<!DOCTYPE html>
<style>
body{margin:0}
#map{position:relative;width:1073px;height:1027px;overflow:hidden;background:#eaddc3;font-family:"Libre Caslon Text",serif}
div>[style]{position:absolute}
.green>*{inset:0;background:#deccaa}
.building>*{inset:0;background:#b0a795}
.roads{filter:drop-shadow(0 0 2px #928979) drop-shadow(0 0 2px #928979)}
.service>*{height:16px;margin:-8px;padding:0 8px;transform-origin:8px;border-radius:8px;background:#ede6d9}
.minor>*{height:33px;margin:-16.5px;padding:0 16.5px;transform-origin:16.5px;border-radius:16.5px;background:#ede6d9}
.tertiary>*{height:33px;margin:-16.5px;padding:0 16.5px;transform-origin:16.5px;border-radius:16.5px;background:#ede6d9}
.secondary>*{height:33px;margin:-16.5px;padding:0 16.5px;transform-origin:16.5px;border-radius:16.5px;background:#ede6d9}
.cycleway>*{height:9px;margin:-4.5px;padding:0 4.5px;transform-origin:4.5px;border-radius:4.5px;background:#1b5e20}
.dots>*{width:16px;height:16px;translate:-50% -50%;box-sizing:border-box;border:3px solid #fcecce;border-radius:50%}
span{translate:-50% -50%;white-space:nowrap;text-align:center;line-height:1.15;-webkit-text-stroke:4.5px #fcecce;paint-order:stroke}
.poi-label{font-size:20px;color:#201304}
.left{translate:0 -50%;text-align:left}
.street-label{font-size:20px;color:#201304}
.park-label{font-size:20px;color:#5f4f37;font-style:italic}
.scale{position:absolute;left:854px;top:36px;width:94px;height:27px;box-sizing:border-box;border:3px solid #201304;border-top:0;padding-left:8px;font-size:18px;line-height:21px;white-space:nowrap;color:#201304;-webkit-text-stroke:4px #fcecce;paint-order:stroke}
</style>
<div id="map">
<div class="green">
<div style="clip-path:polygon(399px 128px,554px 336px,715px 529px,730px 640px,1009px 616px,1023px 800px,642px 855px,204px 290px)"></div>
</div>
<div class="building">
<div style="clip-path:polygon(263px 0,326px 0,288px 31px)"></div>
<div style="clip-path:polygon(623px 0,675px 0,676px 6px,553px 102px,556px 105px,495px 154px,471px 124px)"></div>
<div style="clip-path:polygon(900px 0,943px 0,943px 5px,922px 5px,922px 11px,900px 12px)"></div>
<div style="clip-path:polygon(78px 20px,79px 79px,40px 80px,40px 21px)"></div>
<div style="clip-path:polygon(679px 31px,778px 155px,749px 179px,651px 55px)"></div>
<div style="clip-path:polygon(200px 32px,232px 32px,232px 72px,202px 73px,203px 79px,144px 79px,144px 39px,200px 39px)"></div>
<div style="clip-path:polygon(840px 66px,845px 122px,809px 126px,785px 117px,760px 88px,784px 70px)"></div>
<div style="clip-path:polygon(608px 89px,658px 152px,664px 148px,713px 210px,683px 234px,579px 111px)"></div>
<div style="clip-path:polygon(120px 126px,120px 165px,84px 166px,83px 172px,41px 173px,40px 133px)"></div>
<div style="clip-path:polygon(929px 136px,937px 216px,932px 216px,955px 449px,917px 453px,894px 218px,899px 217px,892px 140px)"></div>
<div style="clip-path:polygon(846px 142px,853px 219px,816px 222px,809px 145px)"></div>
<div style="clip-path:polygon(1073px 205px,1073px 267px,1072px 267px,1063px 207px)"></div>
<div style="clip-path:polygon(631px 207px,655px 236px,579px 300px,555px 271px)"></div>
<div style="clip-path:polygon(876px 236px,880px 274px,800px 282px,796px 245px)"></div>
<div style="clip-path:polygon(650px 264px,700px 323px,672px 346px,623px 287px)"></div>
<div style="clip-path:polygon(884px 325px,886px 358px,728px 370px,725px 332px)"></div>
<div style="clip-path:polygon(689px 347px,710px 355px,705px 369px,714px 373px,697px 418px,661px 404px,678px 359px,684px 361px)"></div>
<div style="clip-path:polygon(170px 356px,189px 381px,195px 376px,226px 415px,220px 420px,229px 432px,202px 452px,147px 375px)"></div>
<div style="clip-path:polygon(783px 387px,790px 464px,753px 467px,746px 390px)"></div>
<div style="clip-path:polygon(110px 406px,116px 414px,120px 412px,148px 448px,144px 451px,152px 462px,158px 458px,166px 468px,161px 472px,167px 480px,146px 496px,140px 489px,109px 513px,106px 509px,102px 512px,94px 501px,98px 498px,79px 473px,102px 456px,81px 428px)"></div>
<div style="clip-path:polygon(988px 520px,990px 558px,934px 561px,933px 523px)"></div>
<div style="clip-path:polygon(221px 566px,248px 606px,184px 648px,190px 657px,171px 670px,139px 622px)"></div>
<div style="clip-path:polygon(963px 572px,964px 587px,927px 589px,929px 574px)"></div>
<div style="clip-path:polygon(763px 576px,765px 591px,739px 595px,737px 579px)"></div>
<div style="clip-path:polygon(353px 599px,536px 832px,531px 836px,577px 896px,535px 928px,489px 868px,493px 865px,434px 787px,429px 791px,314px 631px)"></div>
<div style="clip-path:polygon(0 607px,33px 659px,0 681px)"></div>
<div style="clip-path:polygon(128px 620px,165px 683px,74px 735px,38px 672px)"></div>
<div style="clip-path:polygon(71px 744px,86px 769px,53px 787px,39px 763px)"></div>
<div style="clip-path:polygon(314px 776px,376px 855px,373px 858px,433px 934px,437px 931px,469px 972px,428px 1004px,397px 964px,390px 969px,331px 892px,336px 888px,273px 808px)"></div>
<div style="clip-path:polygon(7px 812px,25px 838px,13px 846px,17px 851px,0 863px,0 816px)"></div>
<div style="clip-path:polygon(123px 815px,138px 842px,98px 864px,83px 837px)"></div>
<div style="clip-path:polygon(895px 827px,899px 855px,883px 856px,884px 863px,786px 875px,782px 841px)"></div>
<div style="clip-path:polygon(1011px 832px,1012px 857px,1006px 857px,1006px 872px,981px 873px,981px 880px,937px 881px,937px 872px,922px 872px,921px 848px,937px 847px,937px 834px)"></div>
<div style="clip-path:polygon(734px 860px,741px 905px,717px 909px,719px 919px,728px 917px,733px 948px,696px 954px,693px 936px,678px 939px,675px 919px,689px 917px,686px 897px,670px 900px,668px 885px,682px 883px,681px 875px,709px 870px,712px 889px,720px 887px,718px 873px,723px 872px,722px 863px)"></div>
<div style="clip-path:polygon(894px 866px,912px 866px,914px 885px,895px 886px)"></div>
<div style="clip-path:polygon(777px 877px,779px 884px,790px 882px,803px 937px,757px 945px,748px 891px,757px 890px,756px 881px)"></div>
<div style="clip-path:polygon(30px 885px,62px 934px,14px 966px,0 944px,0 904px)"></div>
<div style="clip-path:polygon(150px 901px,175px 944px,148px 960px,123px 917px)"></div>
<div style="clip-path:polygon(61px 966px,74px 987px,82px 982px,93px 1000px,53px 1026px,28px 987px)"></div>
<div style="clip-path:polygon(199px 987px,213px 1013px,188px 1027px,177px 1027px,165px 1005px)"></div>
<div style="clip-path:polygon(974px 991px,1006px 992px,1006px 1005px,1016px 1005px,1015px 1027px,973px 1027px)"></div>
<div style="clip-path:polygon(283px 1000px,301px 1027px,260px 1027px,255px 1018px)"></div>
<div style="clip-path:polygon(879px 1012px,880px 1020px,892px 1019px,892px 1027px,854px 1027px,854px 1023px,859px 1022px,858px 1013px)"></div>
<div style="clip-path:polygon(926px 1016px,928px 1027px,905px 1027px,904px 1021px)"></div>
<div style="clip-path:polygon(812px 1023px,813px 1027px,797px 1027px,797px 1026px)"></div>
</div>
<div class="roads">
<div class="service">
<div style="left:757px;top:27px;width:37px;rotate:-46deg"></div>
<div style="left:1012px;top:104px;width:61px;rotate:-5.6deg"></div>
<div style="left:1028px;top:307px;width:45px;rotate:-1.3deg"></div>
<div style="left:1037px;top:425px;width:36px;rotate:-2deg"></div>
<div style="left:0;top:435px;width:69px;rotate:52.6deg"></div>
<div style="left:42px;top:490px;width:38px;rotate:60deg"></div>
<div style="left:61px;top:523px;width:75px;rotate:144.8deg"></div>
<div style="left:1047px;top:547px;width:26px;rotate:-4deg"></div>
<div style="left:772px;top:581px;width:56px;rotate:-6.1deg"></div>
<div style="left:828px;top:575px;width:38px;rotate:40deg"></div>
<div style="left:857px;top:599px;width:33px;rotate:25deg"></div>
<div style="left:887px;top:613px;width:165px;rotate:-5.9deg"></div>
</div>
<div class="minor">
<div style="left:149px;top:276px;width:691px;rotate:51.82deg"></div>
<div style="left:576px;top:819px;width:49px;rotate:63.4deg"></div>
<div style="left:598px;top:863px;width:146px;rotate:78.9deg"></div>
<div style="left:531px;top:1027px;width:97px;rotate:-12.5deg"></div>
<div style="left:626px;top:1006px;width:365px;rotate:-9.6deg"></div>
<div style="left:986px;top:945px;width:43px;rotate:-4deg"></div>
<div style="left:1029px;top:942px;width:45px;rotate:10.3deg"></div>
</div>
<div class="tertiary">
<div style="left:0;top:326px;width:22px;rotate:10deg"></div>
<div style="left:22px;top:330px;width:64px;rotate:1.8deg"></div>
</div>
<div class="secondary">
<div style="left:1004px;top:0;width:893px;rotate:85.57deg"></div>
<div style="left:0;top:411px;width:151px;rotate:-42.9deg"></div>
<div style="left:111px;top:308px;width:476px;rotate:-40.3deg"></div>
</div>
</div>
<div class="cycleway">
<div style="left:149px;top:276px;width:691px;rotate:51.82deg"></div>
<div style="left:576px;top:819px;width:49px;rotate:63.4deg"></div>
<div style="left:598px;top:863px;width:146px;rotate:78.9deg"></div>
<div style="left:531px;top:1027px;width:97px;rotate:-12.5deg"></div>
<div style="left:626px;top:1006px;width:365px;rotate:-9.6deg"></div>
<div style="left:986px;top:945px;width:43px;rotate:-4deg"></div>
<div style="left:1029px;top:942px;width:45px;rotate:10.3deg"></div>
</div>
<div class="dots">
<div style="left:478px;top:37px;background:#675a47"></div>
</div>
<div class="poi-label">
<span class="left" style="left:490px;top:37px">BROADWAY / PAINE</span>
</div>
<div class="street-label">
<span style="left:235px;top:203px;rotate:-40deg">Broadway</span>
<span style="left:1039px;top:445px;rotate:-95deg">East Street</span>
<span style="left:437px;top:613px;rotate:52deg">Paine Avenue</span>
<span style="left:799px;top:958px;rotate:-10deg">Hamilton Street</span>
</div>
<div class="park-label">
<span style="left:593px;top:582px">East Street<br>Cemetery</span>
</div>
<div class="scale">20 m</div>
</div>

→ **AIM OF THE EXERCISE**
Whenever a line in the entries holds the word "service", copy that line.

→ **FINISHED TASK**
.service>*{height:16px;margin:-8px;padding:0 8px;transform-origin:8px;border-radius:8px;background:#ede6d9}
<div class="service">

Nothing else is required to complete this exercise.